Tuesday, November 03, 2009

Helmets for motorists!

I had a comment left below by Michael from "And so to Bike"

Michael made the film about Sue the woman who fought the helmet law in court.

Apparently Michael has a new film about the vexed issue of how to introduce a bike share scheme in a country that forces you to wear a helmet when you're riding a bike.



Personally I think the best solution is to exempt people from wearing helmets if they are riding a share bike but I have seen one possible solution that might satisfy everyone. the stash helmet.

(you need to scroll down a bit)

What I really don't understand is why motorists don't have to wear helmets. Have a look at this press release:

COMMONWEALTH DEPARTMENT OF
TRANSPORT AND REGIONAL
DEVELOPMENT

18 September 1998
D2/98
PROTECTIVE HEADWEAR FOR CAR OCCUPANTS



Head injuries to car drivers and passengers could be reduced by as much as 25% if they wore light protective helmets or even padded headbands, according to a research report released today by the Federal Office of Road Safety (FORS).

The report presents findings from a two-year study on head and brain injuries among car occupants. It was jointly conducted by the NHMRC Road Accident Research Unit (University of Adelaide) and the Monash University Accident Research Centre.

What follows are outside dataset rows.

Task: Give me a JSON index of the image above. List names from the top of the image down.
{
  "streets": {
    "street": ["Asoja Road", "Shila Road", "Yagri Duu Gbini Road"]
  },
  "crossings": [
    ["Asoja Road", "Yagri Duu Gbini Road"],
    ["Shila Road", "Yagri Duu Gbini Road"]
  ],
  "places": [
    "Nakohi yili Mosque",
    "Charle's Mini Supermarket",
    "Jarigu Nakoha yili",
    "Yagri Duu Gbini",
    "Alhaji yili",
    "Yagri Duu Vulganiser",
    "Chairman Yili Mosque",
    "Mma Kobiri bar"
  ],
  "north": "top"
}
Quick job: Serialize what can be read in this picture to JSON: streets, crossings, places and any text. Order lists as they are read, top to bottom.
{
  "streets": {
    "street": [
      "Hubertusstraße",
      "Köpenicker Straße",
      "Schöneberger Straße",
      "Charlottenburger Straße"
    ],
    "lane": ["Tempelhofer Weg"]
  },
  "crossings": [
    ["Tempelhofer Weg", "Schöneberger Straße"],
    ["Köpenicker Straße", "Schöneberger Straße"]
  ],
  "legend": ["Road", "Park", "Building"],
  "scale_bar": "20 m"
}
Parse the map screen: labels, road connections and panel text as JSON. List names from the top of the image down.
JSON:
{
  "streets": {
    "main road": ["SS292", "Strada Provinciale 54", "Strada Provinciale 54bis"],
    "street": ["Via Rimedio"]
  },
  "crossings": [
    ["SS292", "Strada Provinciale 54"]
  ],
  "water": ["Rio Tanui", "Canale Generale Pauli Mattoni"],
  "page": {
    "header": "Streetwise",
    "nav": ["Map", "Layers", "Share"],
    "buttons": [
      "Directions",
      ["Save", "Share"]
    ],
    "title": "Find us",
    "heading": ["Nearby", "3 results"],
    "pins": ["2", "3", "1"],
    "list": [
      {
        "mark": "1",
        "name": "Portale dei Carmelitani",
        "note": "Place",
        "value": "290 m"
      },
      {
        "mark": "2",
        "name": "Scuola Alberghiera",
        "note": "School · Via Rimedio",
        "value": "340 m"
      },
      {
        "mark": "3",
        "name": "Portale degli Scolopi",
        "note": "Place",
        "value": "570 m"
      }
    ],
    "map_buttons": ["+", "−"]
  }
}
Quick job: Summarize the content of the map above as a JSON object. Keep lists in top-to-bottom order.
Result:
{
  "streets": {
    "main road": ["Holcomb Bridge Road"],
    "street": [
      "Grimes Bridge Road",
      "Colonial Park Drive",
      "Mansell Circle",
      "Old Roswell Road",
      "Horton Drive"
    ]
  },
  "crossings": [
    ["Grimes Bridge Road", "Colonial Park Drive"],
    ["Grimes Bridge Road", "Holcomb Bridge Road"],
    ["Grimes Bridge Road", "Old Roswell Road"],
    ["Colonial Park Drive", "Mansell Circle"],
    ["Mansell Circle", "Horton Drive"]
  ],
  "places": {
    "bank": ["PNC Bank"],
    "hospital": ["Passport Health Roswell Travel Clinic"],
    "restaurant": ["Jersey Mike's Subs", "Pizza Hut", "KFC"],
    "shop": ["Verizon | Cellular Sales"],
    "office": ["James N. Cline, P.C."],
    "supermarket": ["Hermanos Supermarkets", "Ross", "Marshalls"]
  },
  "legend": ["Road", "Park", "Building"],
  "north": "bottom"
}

The study found that bicycle-style helmets would be as effective as driver airbags in preventing head injuries, and would provide considerably greater head protection than many other in-vehicle options, such as improved interior padding, side-impact airbags or advanced seat-belt designs.

Professor Jack McLean, head of the Road Accident Research Unit, said that use of protective headwear could be a particularly valuable safety option for people with older cars, but even drivers with airbags would benefit significantly from the added protection.

While full helmets would provide the greatest safety benefits, Dr McLean's detailed study of head injuries found that specially designed headbands could offer an innovative and practical alternative.

The proposed headbands would apply padding to the front and sides of the head. where most impacts occur. They would be lighter, cooler and less bulky than a conventional helmet.

A FORS spokesperson emphasised that protective headwear was being put forward as a voluntary measure only. "Car occupants are already better protected than cyclists or motorcyclists. But this research shows that safety could be improved quite a lot by using simple, low cost head protection. We are publishing these results so that the community can make informed choices."

Head injuries to vehicle occupants account for almost half of all injury costs from passenger car crashes. Beside the costs in human suffering, this represents a monetary cost to the community of about $1.5 billion per year.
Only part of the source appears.